It isn't 8x batches. It is 8 OAMs on a UBB. The UBB is what enables the 8x to communicate with each other over infinity fabric.
If you don't need 8, then that's exactly why we offer 1xMI300x VM's.
- ryao ・ 10 days ago
  
  A number of people want to purchase their own hardware, not rent cloud hardware. I recently purchased a RTX PRO 6000 for the same reason, despite having the option of renting a B200 VM for $1.49 an hour from DeepInfra until the end of June.
  
  latchkey ・ 10 days ago
  ・ 6 more
  
  True, but as time goes on, it will become a wider and wider gap between what is deployed in DC’s and what you can run at home.
  We see it now with 8x UBB and it will get worse with direct liquid cooling and larger power requirements. Mi300x is 700w. Mi355 is 1200w. Mi450 will be even more.
  Certainly amd should make some consumer grade stuff, but they won’t stop on the enterprise side either. Your only option to get super computer level compute, will be to rent it.
  
  ryao ・ 10 days ago
  ・ 5 more
  
  The higher power requirements of datacenter GPUs are mostly from running hardware well past a reasonable point on the efficiency curve to eke slightly higher generational increases in performance.

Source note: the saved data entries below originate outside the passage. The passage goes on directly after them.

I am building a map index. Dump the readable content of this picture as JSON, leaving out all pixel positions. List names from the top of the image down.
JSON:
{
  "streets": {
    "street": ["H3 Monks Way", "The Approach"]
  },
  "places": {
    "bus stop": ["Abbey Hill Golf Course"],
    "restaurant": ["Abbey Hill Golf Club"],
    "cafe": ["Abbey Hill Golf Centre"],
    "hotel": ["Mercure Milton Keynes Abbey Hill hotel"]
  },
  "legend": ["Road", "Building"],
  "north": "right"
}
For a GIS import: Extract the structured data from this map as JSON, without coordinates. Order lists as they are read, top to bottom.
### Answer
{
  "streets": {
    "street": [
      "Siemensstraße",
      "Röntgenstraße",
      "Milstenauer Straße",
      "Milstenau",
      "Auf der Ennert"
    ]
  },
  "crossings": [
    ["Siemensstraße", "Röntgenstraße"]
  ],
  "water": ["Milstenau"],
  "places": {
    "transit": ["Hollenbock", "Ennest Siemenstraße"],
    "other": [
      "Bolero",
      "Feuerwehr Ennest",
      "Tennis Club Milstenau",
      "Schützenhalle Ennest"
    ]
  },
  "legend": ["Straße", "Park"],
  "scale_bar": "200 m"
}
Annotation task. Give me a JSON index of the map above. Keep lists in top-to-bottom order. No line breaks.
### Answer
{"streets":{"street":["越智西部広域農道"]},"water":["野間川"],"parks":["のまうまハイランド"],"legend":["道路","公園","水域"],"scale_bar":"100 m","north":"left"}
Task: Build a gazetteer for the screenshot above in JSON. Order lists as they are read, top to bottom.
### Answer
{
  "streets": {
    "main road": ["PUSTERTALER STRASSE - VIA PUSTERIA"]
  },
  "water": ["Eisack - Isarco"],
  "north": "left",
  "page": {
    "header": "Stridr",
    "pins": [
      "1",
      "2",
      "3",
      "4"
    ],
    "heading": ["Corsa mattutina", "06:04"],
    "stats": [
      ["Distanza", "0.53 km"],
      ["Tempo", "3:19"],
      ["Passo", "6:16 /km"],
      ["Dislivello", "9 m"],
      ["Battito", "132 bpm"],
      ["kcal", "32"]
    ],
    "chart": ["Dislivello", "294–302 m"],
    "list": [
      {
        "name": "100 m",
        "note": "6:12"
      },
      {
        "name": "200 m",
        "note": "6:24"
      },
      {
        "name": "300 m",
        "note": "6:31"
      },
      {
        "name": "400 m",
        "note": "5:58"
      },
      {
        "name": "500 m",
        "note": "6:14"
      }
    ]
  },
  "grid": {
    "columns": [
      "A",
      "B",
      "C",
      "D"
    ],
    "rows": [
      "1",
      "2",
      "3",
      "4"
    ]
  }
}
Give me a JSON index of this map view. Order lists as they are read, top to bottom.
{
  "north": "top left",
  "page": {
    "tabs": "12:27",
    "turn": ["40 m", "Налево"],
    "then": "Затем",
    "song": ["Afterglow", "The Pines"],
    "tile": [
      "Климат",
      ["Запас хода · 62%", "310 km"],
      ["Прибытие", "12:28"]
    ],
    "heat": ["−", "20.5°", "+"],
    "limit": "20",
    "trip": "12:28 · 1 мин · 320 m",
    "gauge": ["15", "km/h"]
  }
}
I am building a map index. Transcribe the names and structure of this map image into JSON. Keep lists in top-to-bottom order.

Nvidia for example has three versions of the RTX PRO 6000. One runs at 600W while the other two run at 300W. The main differences are the power target and the cooling solutions. If I recall correctly, the performance difference between them is less than 20%, despite a 50% reduction in power consumption, for what is effectively the same hardware. This can be confirmed by changing the power target of the 600W version to 300W and benchmarking the before and after. Plenty of people have made similar observations of AMD’s hardware.
  That said, I am confident that Nvidia will continue serve those of us who want our own hardware.
  
  latchkey ・ 10 days ago
  ・ 4 more
  
  They all bin their chips after testing. 355x is 35% faster than 300x and uses almost 2x more power.
  But 355 has fp4/6 added in, which until udma comes out, likely won’t get emulated.
  It is fine if you dont need the features of newer hardware, but if you do… then desktop won’t help you.
  
  ryao ・ 10 days ago
  ・ 3 more
  
  Your comment does not make much sense to me. The 355x and 300x are two different chips, not binned versions of one another. The RTX PRO 6000 has fp4/fp6 support too, so there is no need to use datacenter exclusive hardware to get that.
  
  latchkey ・ 10 days ago
  ・ 2 more
  
  I wasn’t referring to them being binned to each other. Oh nice, I didn’t know that about the 6k.
  
  ryao ・ 10 days ago
  
  The consumer 50 series GPUs also have FP4/FP6 support. Nvidia talks about it a little here:
  https://images.nvidia.com/aem-dam/Solutions/geforce/blackwel...
  FP4 is given a full page advertising it while FP6 support in “RTX Blackwell” is a footnote.

teleforce ・ 12 days ago

This 8-combo MI350 is a beauty with 2304 GB VRAM of HMB3E memory on each UBB [1].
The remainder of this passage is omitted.